### What to work on
Give a single number in reply. It is the count of lines below that contain the string "Schöne".

[Collected data entries]
# # #

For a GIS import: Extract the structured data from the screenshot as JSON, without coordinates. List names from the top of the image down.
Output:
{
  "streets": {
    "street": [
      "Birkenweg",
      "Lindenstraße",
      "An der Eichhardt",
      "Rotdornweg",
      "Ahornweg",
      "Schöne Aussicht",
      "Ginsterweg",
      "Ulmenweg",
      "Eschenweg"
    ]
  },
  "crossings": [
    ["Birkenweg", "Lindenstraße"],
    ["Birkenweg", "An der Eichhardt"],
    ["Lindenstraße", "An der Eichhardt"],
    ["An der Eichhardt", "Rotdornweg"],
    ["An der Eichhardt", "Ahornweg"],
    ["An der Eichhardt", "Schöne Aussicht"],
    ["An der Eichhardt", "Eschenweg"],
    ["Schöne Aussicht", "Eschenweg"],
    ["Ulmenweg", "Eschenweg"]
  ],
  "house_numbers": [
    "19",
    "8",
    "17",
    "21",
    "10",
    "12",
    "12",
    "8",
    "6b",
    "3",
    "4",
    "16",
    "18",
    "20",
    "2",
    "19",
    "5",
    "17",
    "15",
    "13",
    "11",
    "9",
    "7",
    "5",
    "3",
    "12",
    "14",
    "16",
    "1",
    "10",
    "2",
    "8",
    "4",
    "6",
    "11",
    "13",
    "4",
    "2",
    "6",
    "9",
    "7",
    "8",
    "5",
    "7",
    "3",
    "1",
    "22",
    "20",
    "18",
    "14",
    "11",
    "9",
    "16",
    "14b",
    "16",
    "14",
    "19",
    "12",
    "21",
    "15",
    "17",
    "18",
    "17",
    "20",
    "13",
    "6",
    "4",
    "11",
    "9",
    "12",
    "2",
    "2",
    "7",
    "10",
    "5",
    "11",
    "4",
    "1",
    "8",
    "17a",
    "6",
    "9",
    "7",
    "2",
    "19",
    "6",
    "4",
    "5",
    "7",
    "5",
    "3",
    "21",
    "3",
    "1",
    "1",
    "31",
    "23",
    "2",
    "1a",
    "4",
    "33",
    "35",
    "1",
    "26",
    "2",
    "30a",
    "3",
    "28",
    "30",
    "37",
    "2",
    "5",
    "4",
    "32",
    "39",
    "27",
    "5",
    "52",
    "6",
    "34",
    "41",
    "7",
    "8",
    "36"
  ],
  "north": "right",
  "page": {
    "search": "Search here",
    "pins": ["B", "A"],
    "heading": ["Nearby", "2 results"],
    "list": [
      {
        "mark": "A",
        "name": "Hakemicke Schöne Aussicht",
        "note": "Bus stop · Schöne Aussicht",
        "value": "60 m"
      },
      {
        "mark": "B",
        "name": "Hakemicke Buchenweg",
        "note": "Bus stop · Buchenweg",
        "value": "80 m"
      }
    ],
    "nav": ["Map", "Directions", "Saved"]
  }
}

# # #

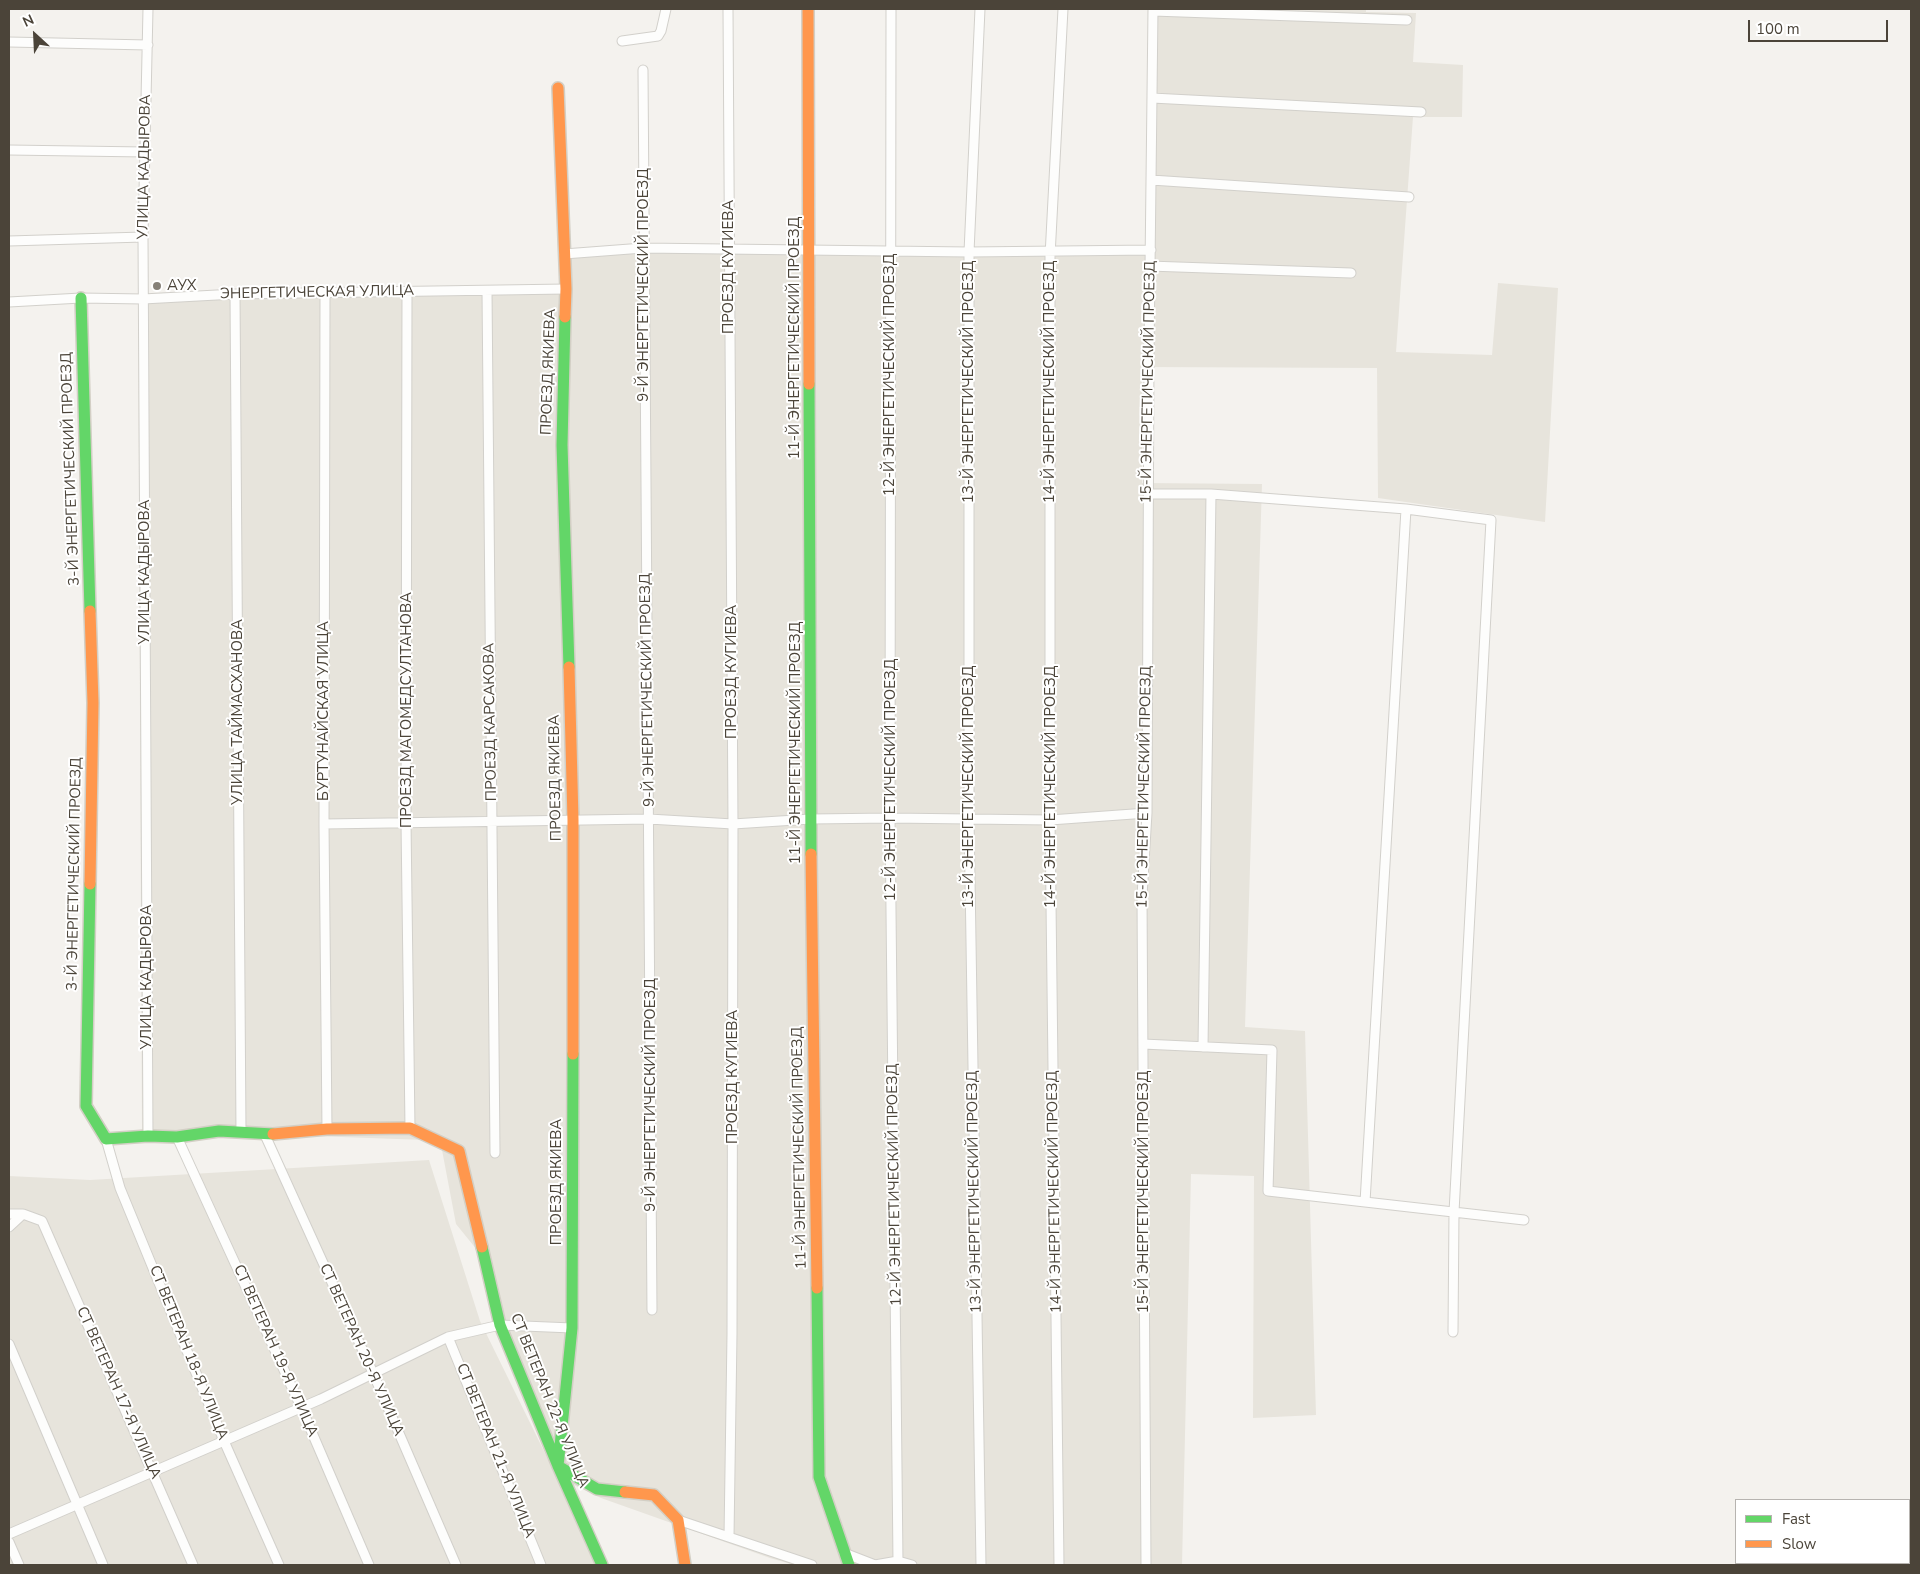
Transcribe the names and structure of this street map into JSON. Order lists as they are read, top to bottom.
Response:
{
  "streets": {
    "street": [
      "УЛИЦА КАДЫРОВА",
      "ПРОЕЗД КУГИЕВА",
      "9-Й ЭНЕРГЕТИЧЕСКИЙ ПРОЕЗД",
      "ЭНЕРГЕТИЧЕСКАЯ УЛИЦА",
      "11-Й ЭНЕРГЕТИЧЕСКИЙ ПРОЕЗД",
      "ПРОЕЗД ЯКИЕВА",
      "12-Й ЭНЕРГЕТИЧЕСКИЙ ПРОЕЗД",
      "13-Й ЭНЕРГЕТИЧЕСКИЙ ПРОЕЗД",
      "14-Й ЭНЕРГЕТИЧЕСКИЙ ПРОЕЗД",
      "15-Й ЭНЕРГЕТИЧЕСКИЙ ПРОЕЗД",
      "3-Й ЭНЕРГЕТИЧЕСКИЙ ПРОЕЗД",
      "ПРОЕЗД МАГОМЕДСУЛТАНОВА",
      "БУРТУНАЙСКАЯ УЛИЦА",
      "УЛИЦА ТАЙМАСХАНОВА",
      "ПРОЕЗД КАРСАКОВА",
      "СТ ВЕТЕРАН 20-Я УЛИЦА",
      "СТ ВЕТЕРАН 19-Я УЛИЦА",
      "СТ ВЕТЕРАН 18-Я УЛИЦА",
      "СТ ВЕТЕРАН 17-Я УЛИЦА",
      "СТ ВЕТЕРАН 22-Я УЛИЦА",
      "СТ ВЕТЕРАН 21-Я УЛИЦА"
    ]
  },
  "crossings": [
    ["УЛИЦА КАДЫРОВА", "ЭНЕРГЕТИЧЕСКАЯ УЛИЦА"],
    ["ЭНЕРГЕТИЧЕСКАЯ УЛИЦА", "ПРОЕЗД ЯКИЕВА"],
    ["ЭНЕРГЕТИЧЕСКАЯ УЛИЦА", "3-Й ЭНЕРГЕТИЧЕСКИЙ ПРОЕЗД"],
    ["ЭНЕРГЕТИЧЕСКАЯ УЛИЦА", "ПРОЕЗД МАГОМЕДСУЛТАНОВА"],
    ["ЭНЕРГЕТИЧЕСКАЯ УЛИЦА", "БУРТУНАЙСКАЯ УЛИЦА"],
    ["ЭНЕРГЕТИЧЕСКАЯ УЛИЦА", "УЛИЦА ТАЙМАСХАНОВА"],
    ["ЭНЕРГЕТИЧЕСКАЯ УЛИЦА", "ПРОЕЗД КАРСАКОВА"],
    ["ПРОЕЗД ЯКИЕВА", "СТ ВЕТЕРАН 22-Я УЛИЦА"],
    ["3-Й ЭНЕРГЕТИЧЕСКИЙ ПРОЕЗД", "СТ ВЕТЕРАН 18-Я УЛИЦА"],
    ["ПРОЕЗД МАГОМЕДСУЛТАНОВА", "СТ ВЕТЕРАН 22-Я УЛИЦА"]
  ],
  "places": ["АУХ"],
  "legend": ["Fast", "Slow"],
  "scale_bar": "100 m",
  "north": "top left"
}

# # #

### Expected answer
5